I didn’t have to dig very far. I discovered that all this is being enabled by a radical reduction in power system reliability. In fact, even now, PNM is using a reliability standard for generating resources that is significantly lower than what’s generally accepted in North America and most of the developed world. Four times lower, to be exact. This only will get worse as renewable penetration increases. And the documentation is in a report published by PNM itself.

Every three years, PNM publishes an Integrated Resource Plan, most recently on July 3, 2017. That report explicitly states, “PNM targets a minimum 13 percent planning reserve margin.” Significantly, the 13 percent is not a result of the one-day-in-10-year Loss of Load Probability criterion that is almost universally used by the power industry. Rather, it’s the result of a “stipulation approved in NMPRC Case No. 08-00305-UT.” Sounds like politics, not science. The report goes on to state, “Achieving a one-in-10-year probability would require a reserve margin target in excess of 20 percent.” According to the Integrated Resource Plan, the equivalent Loss of Load Probability for PNM’s 13 percent reserve margin is four days in 10 years.
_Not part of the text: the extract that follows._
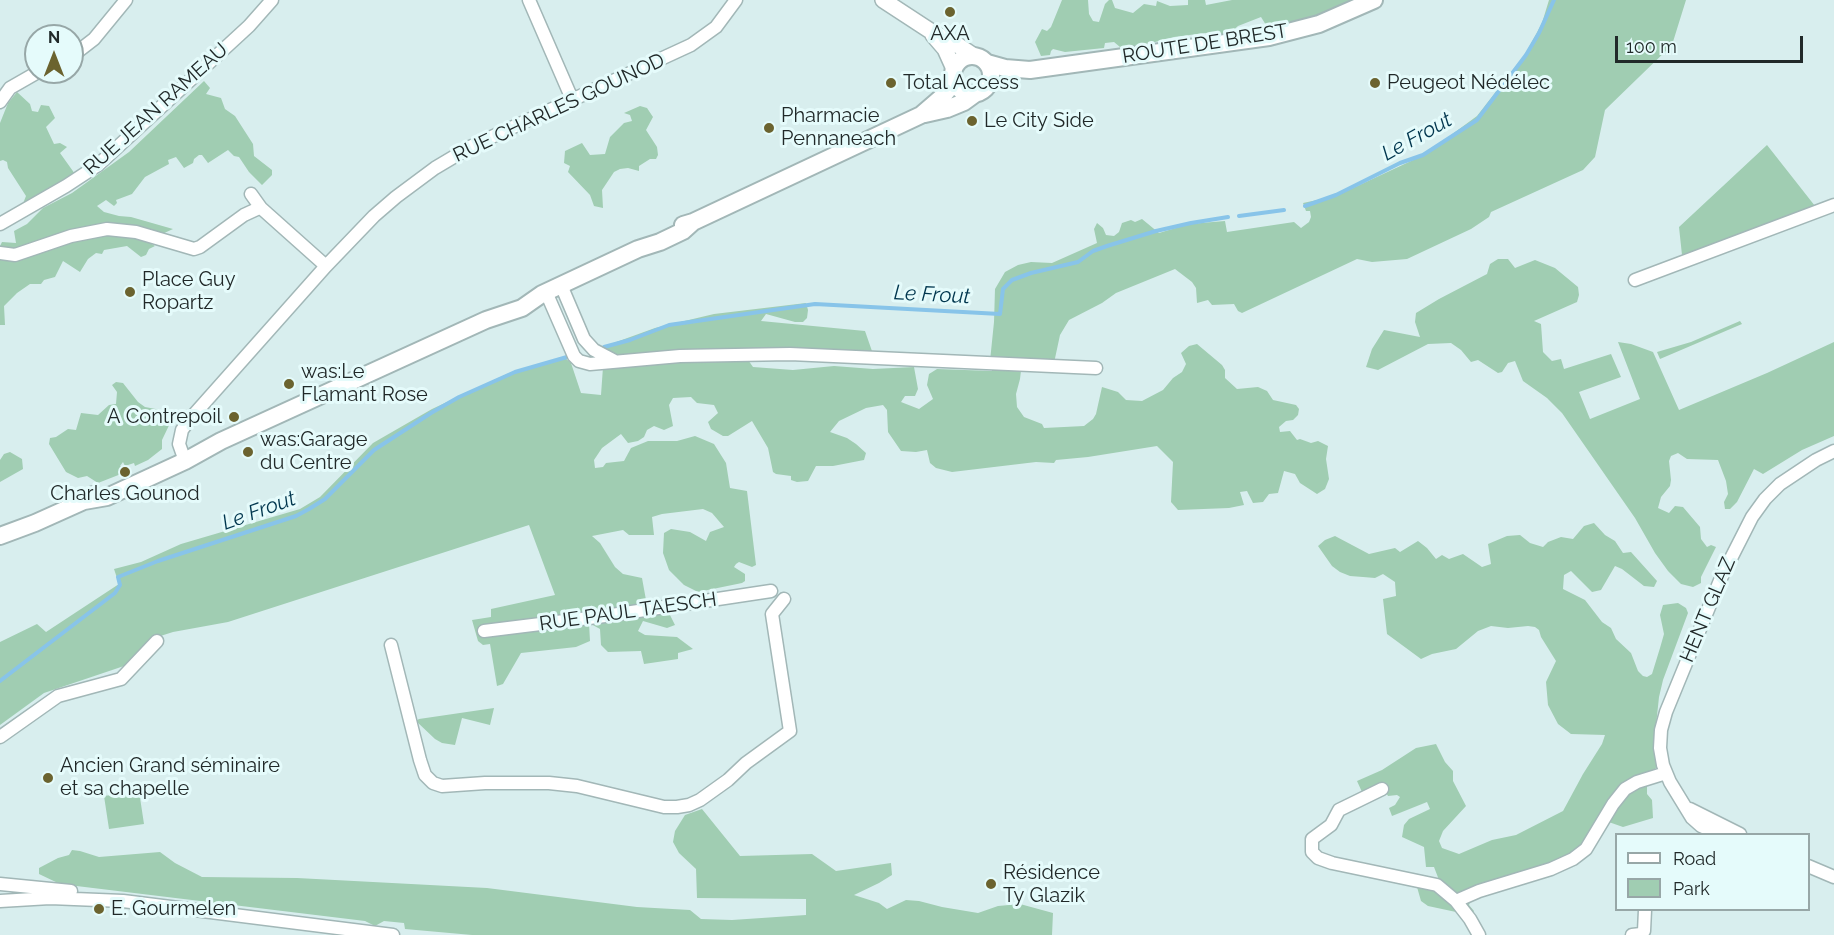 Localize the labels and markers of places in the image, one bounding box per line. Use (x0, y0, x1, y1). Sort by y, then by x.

Later on, the PNM report demonstrates that, with 50 percent renewables, the 13 percent reserve margin would translate into eight to 10 failure events per year; 80 percent renewables would result in 57 failure events per year. That’s 57 blackouts or brownouts every year — an average or more than once a week! The report states that “reliability would significantly degrade before 40 percent renewable penetration is reached and costs are significantly higher once 50 percent penetration is reached.” In a PNM report, that’s an astonishing admission.

In summary, New Mexico’s current “energy transition” policy will lead to a devastating increase in the probability of blackouts and brownouts, and/or much higher costs to maintain a reliable reserve margin. Most likely both. Lower reliability and higher costs will inevitably become a major disincentive for attracting the nonextraction businesses New Mexico so desperately desires — and needs.

So what’s the endgame? Well, if the 13 percent reserve margin target is maintained, and conventional generating resources are removed and replaced by renewables, we’ll begin to experience power shortages — and the inevitable blackouts and brownouts. The blame game will shift into high gear, and the public and press will demand a fix. Reserve targets will be raised and additional capacity added — gas-fueled generators, nuclear plants, pumped storage hydro, massive installations of rechargeable batteries or other forms of energy storage, customer load curtailment — or “all of the above.”

Each of these will come with its own costs for construction, operation, maintenance, etc. Either electric rates will escalate or the state government will begin subsidizing electric power resources. In any case, the cost will ultimately be paid by the public — through electric bills or through taxes. Choose your poison.

I have nothing against renewable resources — in fact, I consider them a great asset. But we cannot ignore the laws of science — and an increase in renewables should not be enabled by a catastrophic reduction in reliability. None of the discussions in the Roundhouse focused on science. It’s time we start doing just that.

George C. Loehr has a bachelor’s in electrical engineering from Manhattan College and a master’s in English literature from New York University. He lives in Albuquerque.